DALLAS (CBSDFW.COM) – Cynthia Wilson of Dallas didn’t walk through the doors of a Planned Parenthood clinic looking for contraception—she’d found a suspicious lump that she later learned was an aggressive form of ovarian cancer.
“I was scared,” says Wilson. “I didn’t know what to do.” Between jobs, she had a pre-existing condition that made private insurance unaffordable. “I didn’t have a plan, I had no options. Planned Parenthood saved my life.”
Now, a disturbing new study appearing in the New England Journal of Medicine [ for full text of the article: http://www.nejm.org/doi/full/10.1056/NEJMp1207920 ] says poor and uninsured Texas women have fewer options for care, since state lawmakers slashed spending for family planning by roughly two-thirds during the last legislative session.
An allocation of $111 million dollars was cut to $37.9.

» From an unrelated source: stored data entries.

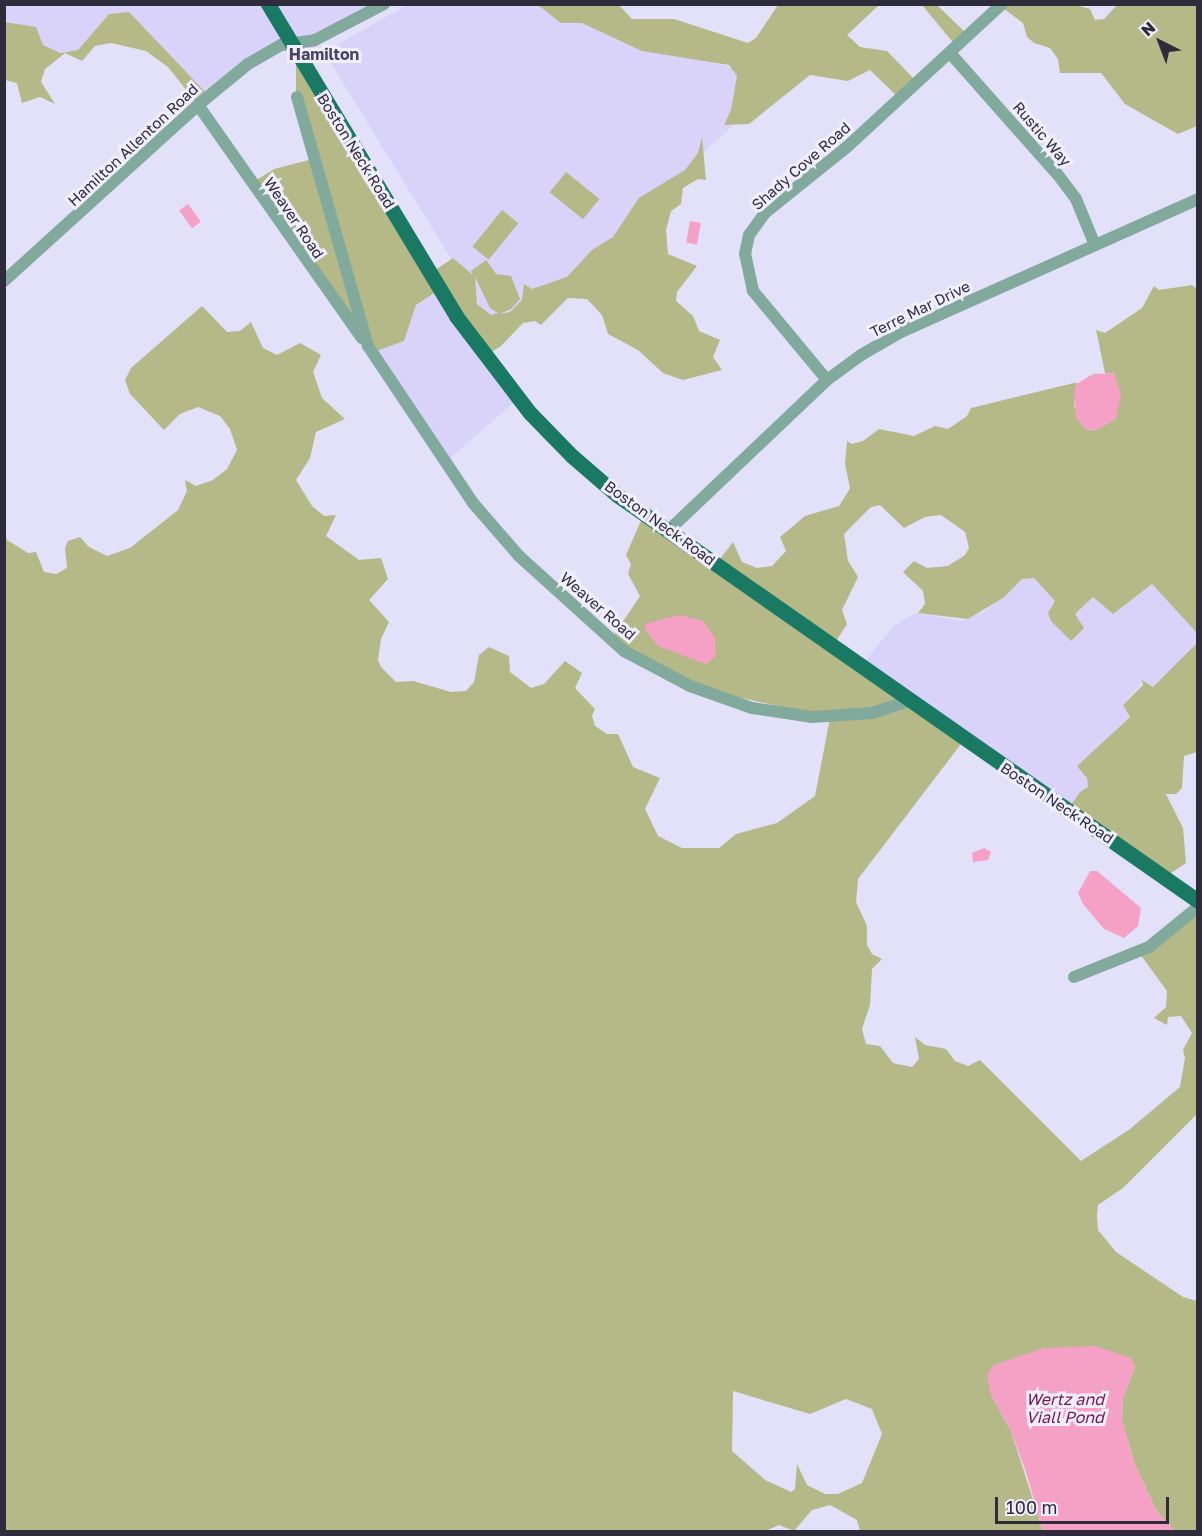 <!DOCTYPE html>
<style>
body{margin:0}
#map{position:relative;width:1202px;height:1536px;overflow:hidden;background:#e3e0f9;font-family:"Golos Text",sans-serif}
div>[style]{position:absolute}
.built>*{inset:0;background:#d9d2f9}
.green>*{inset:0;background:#b4b987;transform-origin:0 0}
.water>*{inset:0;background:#f5a1c5;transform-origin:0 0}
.minor>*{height:12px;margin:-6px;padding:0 6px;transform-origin:6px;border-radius:6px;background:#81aa9d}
.major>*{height:15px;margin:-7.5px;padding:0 7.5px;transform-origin:7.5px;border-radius:7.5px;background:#1a7963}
span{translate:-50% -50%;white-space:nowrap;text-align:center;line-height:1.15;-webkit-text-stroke:6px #f1eeff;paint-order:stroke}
.street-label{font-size:15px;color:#2e2c3b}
.neighbourhood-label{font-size:16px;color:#494365;font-weight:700}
.water-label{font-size:16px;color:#76174b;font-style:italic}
.frame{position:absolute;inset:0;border:6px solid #2e2c3b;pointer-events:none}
.north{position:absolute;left:1130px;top:12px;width:60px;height:60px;-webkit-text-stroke:4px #f1eeff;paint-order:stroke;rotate:318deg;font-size:16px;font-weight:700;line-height:24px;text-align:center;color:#2e2c3b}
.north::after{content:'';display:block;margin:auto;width:21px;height:27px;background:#2e2c3b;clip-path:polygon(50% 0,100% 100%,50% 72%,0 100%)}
.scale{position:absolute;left:995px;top:1497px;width:174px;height:27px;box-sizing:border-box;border:3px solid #2e2c3b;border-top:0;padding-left:8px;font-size:18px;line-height:21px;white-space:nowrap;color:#2e2c3b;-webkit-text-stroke:4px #f1eeff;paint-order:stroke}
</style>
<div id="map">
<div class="built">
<div style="clip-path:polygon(5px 4px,388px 4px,301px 55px,289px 39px,209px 96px,129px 16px,109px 14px,78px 50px,59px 53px,42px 45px,33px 28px,5px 22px)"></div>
<div style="clip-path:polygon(407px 5px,559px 5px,576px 19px,779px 83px,501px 340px,324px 52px)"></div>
<div style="clip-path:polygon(439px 290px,515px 401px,446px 462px,371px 353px,404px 341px,416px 305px)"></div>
<div style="clip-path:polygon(1034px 578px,1055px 601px,1048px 613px,1075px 614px,1093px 597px,1113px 614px,1152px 584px,1197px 633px,1197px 643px,1162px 679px,1152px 687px,1143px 681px,1123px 705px,1130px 716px,1078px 765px,1087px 778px,1088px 787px,1067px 811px,861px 666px,893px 627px,906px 618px,918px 613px,961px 621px,984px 612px,1022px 579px)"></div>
</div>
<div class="green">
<div style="clip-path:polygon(538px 5px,619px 5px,632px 19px,674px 19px,748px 43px,756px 38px,778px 5px,879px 5px,847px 35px,860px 47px,887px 51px,916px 81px,899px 98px,870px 70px,848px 81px,810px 75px,749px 124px,724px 125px,731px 110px,737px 76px,729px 65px,642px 51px,582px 23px,561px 23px)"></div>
<div style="clip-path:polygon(922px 5px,937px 5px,967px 34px,956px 46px)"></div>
<div style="clip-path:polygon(1076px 5px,1090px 9px,1095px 20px,1104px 19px,1117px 5px,1197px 5px,1197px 126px,1178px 134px,1125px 104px,1101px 73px,1060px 73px,1058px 59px,1050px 48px,1034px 43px,1027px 37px,1023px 23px,1000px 6px)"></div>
<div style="clip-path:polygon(129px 12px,209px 96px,199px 106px,168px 67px,146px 51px,111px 43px,95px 46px,82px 61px,65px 53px,45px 69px,41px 82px,55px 104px,40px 97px,22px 103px,17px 83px,5px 80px,4px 22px,36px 27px,43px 45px,60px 53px,78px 50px,109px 14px)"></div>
<div style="clip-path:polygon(evenodd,296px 63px,431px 273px,453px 258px,473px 275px,471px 271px,486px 260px,496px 274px,511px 276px,520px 299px,511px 309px,499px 314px,510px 312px,522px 300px,524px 284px,532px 289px,567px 277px,592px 250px,613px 237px,639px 198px,685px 170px,698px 153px,702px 137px,706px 180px,698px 179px,683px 188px,681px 204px,671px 211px,666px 230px,668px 254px,697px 266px,677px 292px,676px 301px,693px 316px,699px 331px,720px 340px,713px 357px,722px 370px,683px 380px,663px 373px,638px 350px,608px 334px,602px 315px,587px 299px,568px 298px,541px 325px,535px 321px,523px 323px,500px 347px,484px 356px,439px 290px,416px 305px,404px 341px,371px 353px,253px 182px,274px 169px,313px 159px,296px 94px,296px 63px,475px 277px,490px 308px,498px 313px,491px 315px,477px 304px,475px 277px)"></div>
<div style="left:566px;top:172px;width:43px;height:26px;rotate:39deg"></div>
<div style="left:502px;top:210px;width:21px;height:47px;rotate:39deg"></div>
<div style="clip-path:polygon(evenodd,1192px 285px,1197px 289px,1197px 633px,1152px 584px,1113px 614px,1093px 597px,1075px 614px,1084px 628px,1071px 641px,1051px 621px,1048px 613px,1055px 601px,1034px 578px,1022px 579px,1003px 598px,968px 619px,918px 613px,925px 604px,923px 591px,903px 572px,914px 561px,927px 568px,948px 566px,965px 555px,969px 548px,965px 532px,941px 515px,925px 517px,904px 528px,880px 505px,871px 507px,844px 534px,848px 561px,858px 577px,842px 610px,847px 624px,833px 646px,964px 740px,858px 879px,856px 902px,867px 926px,867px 945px,872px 954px,882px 959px,872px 969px,870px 1005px,862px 1029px,866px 1044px,880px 1046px,893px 1063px,912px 1067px,919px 1059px,915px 1037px,925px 1045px,946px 1049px,955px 1061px,968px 1066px,980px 1060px,1081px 1161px,1130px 1129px,1180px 1087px,1185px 1058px,1183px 1050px,1192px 1033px,1181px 1016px,1168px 1017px,1167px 1025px,1154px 1018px,1166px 1007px,1167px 991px,1140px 954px,1197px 908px,1197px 1114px,1123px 1188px,1098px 1205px,1097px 1215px,1098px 1230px,1116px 1252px,1183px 1297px,1197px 1301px,1197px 1531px,1175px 1531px,1156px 1510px,1134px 1462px,1122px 1420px,1123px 1398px,1135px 1367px,1095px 1346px,991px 1395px,1011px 1431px,1043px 1531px,860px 1531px,857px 1520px,830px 1505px,812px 1510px,794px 1531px,779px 1525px,763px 1532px,5px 1531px,4px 532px,7px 540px,28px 553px,36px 552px,44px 572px,56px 574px,67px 568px,65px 548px,68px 541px,80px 537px,89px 547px,107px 556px,130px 548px,178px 510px,187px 491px,185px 480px,196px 486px,213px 480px,227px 469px,237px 450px,230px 429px,220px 416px,198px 407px,180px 414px,164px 430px,130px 394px,125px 380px,131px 368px,202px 306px,227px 332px,240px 331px,251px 322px,263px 348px,277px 355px,300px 343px,321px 355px,313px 372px,322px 398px,345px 419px,316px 432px,310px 458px,296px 480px,312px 506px,324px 516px,336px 515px,326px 536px,359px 560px,381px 558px,388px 579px,369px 600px,389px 622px,381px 639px,378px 660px,381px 667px,396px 682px,413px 681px,451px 692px,466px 691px,474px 682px,479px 655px,489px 647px,509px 656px,510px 672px,531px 688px,544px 684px,565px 661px,582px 673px,575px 688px,595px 709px,592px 716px,595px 726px,607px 734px,618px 734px,633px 767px,660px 778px,645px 809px,658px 836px,682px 848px,719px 848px,736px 834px,777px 823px,815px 796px,830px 718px,689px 686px,612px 638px,640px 596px,628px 574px,631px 564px,626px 555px,643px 516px,717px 563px,733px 542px,742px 562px,757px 568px,772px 566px,786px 551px,780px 537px,805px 516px,839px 506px,846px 495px,850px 488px,845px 464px,847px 441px,852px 444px,863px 441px,879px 429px,914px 436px,935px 426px,948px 429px,967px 416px,971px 408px,1074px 383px,1077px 383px,1074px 406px,1085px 429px,1097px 430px,1116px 418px,1114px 373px,1105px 373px,1096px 330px,1105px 333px,1142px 308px,1154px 286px,1159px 290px,1192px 285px,733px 1391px,810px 1414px,846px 1399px,872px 1409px,882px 1434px,862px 1483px,838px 1494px,825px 1494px,807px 1485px,797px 1464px,795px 1489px,791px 1492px,765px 1480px,732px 1451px,733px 1391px)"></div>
<div style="clip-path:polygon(1197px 643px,1197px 752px,1184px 756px,1182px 788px,1176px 794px,1166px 794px,1183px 828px,1186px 863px,1165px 877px,1067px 811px,1080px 792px,1088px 787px,1087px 778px,1077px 766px,1130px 717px,1123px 705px,1143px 685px,1142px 680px,1153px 687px)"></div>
</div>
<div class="water">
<div style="left:188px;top:204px;width:22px;height:11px;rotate:54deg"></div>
<div style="left:690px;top:221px;width:11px;height:22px;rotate:10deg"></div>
<div style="clip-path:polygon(1114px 373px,1121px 395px,1116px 418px,1097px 430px,1085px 429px,1076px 418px,1074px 390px,1078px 383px,1093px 374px)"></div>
<div style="clip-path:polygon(679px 615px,703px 621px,715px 638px,716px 656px,706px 664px,658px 646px,644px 628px,645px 624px)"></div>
<div style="clip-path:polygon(984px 848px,991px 852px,988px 860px,973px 862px,972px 853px)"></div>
<div style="clip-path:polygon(1090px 871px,1097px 871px,1141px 908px,1138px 926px,1124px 938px,1104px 929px,1083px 904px,1078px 893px)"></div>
<div style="clip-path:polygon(1095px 1346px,1131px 1358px,1135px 1367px,1123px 1398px,1122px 1420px,1134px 1462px,1156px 1510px,1175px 1531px,1043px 1531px,1026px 1472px,1011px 1431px,991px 1395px,987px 1375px,994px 1365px,1044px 1348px)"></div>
</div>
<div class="minor">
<div style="left:950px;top:53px;width:163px;rotate:48.5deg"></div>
<div style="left:1058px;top:175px;width:30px;rotate:53deg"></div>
<div style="left:1076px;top:199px;width:50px;rotate:67.6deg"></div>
<div style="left:297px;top:97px;width:259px;rotate:74.1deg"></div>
<div style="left:368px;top:346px;width:189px;rotate:56.2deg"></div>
<div style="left:473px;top:503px;width:70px;rotate:49deg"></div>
<div style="left:519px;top:556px;width:142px;rotate:42.1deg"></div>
<div style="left:624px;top:651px;width:75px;rotate:27.9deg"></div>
<div style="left:690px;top:686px;width:66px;rotate:19.5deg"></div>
<div style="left:752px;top:708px;width:61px;rotate:8.5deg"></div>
<div style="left:812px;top:717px;width:60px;rotate:-3.8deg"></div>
<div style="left:872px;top:713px;width:40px;rotate:-18deg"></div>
<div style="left:198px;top:105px;width:285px;rotate:54.9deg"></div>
<div style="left:4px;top:281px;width:262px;rotate:-42.2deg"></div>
<div style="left:198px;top:105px;width:65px;rotate:-39.4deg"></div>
<div style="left:248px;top:64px;width:38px;rotate:-30deg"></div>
<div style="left:281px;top:45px;width:34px;rotate:-8deg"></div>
<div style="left:315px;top:40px;width:78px;rotate:-27.6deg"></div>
<div style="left:827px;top:380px;width:116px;rotate:-129.7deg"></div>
<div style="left:753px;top:291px;width:38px;rotate:-102deg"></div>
<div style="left:745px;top:254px;width:19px;rotate:-78deg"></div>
<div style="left:749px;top:235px;width:29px;rotate:-54deg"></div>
<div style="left:766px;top:212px;width:105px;rotate:-38.8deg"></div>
<div style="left:848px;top:146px;width:209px;rotate:-42.7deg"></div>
<div style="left:669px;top:530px;width:218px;rotate:-43.5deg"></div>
<div style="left:827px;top:380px;width:42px;rotate:-36.3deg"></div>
<div style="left:861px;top:355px;width:46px;rotate:-29.9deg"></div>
<div style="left:901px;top:332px;width:325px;rotate:-24.1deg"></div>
<div style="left:1074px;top:977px;width:81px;rotate:-21.8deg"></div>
<div style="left:1149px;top:947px;width:63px;rotate:-39.2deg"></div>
</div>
<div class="major">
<div style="left:268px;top:4px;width:364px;rotate:58.9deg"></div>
<div style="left:456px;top:316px;width:122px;rotate:52.7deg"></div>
<div style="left:530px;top:413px;width:60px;rotate:45.7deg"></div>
<div style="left:572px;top:456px;width:60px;rotate:40.9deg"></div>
<div style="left:617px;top:495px;width:709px;rotate:34.95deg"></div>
</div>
<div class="street-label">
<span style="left:1042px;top:134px;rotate:49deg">Rustic Way</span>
<span style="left:133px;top:145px;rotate:-43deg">Hamilton Allenton Road</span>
<span style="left:356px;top:151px;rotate:58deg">Boston Neck Road</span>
<span style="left:801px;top:166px;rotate:-41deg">Shady Cove Road</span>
<span style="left:294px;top:218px;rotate:56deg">Weaver Road</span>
<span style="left:920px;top:309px;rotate:-26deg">Terre Mar Drive</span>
<span style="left:660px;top:523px;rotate:36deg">Boston Neck Road</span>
<span style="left:598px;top:606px;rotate:41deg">Weaver Road</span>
<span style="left:1057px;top:803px;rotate:34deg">Boston Neck Road</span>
</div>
<div class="neighbourhood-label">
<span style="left:324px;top:54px">Hamilton</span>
</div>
<div class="water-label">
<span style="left:1065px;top:1408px">Wertz and<br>Viall Pond</span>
</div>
<div class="frame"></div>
<div class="north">N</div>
<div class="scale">100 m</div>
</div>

The report’s authors concluded that the neediest in our communities have seen a “71% reduction in capacity” because 48 of 68 private health centers have been forced to close or reduce hours. Some health centers in affluent communities have been able to continue service and keep costs down by raising private donations. But, that has not been the situation statewide. The report found that contraceptive services and well-women exams “remain out of reach for some of the poorest women. Those who cannot pay are turned away, whereas previously their visit would have been covered by public funds.”

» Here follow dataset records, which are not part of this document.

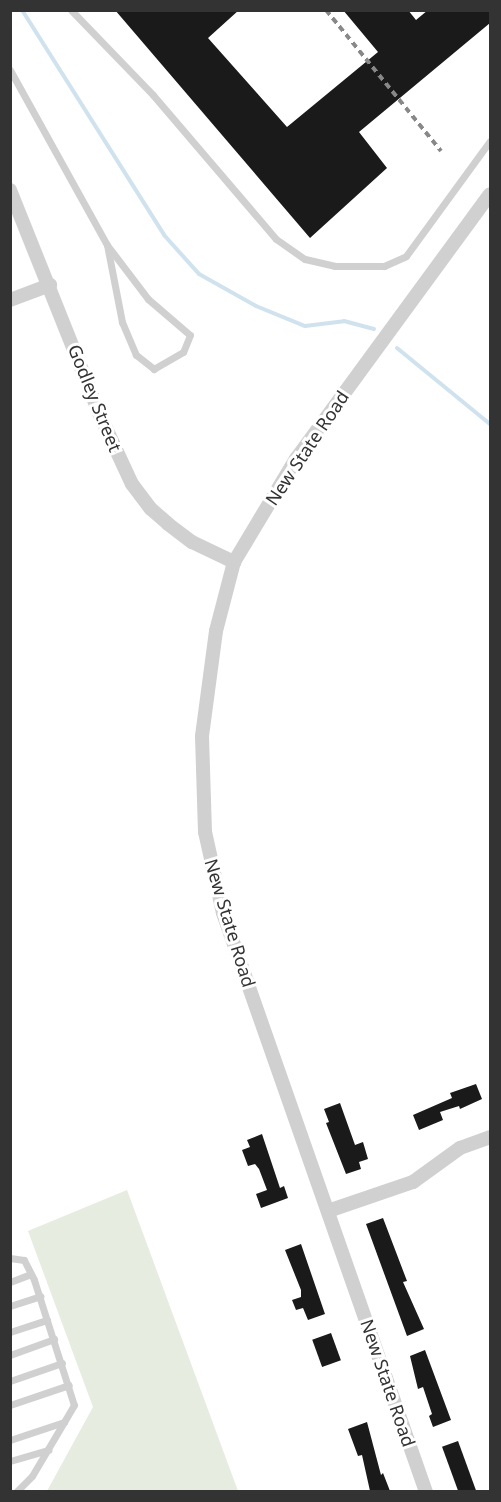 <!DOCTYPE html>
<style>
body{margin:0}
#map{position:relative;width:501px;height:1502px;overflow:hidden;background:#fff;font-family:"Noto Sans",sans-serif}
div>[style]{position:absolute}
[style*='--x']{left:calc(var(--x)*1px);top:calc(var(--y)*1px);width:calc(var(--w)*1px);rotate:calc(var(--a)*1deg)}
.green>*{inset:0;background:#e6ecdf}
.stream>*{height:4px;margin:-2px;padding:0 2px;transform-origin:2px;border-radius:2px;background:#cfe2ee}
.building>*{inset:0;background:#1a1a1a;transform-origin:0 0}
.lane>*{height:7px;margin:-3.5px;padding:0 3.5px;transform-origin:3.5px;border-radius:3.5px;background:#d0d0d0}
.street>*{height:14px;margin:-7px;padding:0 7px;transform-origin:7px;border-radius:7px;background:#d0d0d0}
.rail>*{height:4px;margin-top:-2px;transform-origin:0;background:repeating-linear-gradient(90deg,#888 0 6px,transparent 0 10.5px)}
span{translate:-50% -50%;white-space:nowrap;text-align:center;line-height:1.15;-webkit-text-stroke:6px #fff;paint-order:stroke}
.street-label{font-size:18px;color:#333}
.frame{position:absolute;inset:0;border:12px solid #333;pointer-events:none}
</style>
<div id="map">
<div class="green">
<div style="clip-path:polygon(127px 1190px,238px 1491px,47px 1491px,93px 1407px,28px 1231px)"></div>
</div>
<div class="stream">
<div style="--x:22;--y:10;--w:266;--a:57.7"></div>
<div style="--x:164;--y:235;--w:52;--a:48.1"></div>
<div style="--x:199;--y:274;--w:65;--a:29.3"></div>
<div style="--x:256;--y:306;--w:53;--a:22.2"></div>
<div style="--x:305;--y:326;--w:39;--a:-7"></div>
<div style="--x:344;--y:321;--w:31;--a:15"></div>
<div style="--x:397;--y:348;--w:120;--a:39.3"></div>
</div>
<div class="building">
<div style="clip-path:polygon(115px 10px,239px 10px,208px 38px,287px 127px,378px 52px,343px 10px,408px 10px,416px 20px,428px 10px,490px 10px,490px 23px,359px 132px,387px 168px,310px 238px)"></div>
<div style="clip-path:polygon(476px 1084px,482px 1099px,460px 1109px,459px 1106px,440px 1112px,443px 1120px,419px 1130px,413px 1115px,452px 1098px,450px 1093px)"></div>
<div style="clip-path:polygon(340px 1103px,355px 1145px,363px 1142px,368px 1159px,359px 1162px,361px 1169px,346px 1174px,326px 1123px,329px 1122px,324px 1109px)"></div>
<div style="clip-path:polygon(262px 1134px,280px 1188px,284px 1186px,288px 1198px,261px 1208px,256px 1194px,267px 1190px,259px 1169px,255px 1164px,248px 1166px,242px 1150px,250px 1147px,247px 1140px)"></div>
<div style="clip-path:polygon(383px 1218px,407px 1281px,403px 1282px,424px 1329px,407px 1336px,366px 1224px)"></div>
<div style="clip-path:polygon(301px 1244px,325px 1314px,308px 1320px,303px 1308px,296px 1310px,292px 1300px,301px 1297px,301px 1290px,285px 1250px)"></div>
<div style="left:331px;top:1333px;width:29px;height:20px;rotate:70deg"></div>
<div style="clip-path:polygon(425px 1350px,451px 1420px,433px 1427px,429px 1416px,432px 1414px,423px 1387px,418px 1389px,410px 1356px)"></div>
<div style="clip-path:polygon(367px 1422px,381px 1475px,383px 1473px,390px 1491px,370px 1491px,362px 1455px,358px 1456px,348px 1429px)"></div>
<div style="left:458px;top:1441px;width:53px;height:17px;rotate:70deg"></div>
</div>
<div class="lane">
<div style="--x:71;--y:10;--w:118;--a:46"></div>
<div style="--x:153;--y:95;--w:189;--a:49.5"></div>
<div style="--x:276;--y:239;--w:35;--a:35"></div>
<div style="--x:305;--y:259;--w:31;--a:13"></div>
<div style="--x:335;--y:266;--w:49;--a:0"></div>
<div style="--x:384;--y:266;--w:24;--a:-24"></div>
<div style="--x:406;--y:256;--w:142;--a:-53.9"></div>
<div style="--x:10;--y:70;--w:200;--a:61"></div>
<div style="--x:107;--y:245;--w:68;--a:52.8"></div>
<div style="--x:148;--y:299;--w:55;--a:40.6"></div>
<div style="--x:190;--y:335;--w:18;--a:112"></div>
<div style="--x:183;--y:352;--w:34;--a:150"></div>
<div style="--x:154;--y:369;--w:23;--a:-142"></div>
<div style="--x:136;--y:355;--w:36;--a:-113"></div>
<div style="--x:122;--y:322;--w:78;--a:-101"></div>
<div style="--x:10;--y:1258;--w:14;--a:8"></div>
<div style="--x:24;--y:1260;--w:22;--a:63"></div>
<div style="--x:34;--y:1280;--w:131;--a:72.3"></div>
<div style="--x:74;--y:1405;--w:82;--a:120.6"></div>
<div style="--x:32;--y:1476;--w:23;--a:135"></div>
<div style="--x:10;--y:1282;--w:22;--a:-21"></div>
<div style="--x:10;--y:1306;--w:32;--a:-18"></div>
<div style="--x:10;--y:1332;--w:39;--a:-18"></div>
<div style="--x:10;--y:1355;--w:47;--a:-20"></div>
<div style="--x:10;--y:1381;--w:55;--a:-19.1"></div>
<div style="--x:10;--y:1405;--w:62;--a:-18.7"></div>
<div style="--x:10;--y:1440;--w:57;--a:-18.4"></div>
<div style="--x:10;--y:1461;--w:40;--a:-16"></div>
</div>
<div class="street">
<div style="--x:10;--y:190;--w:240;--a:68.2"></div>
<div style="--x:99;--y:413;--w:78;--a:65.1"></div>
<div style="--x:132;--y:484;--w:31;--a:53"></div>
<div style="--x:151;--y:509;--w:23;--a:41"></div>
<div style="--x:168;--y:524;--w:30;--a:37"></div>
<div style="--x:192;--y:542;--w:47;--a:25.5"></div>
<div style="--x:10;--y:300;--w:43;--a:-20.6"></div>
<div style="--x:328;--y:1211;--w:90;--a:-18.8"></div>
<div style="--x:413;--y:1182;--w:58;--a:-35.9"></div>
<div style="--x:460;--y:1148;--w:32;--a:-20"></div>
<div style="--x:426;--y:1492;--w:614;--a:-109.32"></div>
<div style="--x:223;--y:913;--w:83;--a:-102.5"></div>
<div style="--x:205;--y:832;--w:96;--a:-91.8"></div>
<div style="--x:202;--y:736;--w:106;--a:-82.4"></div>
<div style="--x:216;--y:631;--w:71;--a:-75.4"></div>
<div style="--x:234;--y:562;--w:120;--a:-59"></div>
<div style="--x:296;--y:459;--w:328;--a:-53.8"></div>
</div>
<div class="rail">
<div style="--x:326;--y:10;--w:182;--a:50.8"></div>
</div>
<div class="street-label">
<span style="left:95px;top:398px;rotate:68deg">Godley Street</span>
<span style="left:307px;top:448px;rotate:-56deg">New State Road</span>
<span style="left:230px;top:923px;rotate:73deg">New State Road</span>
<span style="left:388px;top:1383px;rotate:71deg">New State Road</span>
</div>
<div class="frame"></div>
</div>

According to figures from Texas’ Department of State Health Services, the annual cost for a well-woman exam and contraception is $240 in Medicaid funds. The annual cost for delivery and care for a child born on the Medicaid program is roughly $16,000. Local women’s advocates say the report’s findings only mirror their warnings to state lawmakers that money spent on women’s health services not only save lives—but, tax dollars as well.
“Currently in Texas, 56% of the births are already paid for by taxpayers, through the Medicaid program. That’s in the neighborhood of more than 2 billion dollars a year,” says Kelly Hart, Planned Parenthood Action Fund. We can only expect that to go up if women cannot afford contraceptives so they can plan and space their families the way they would prefer.”
Perhaps most sobering, was the authors’ conclusion that the state’s budget cuts were responsible for a “dismantling of a safety net that took decades to build, and could not easily be recreated even if funding were restored soon.”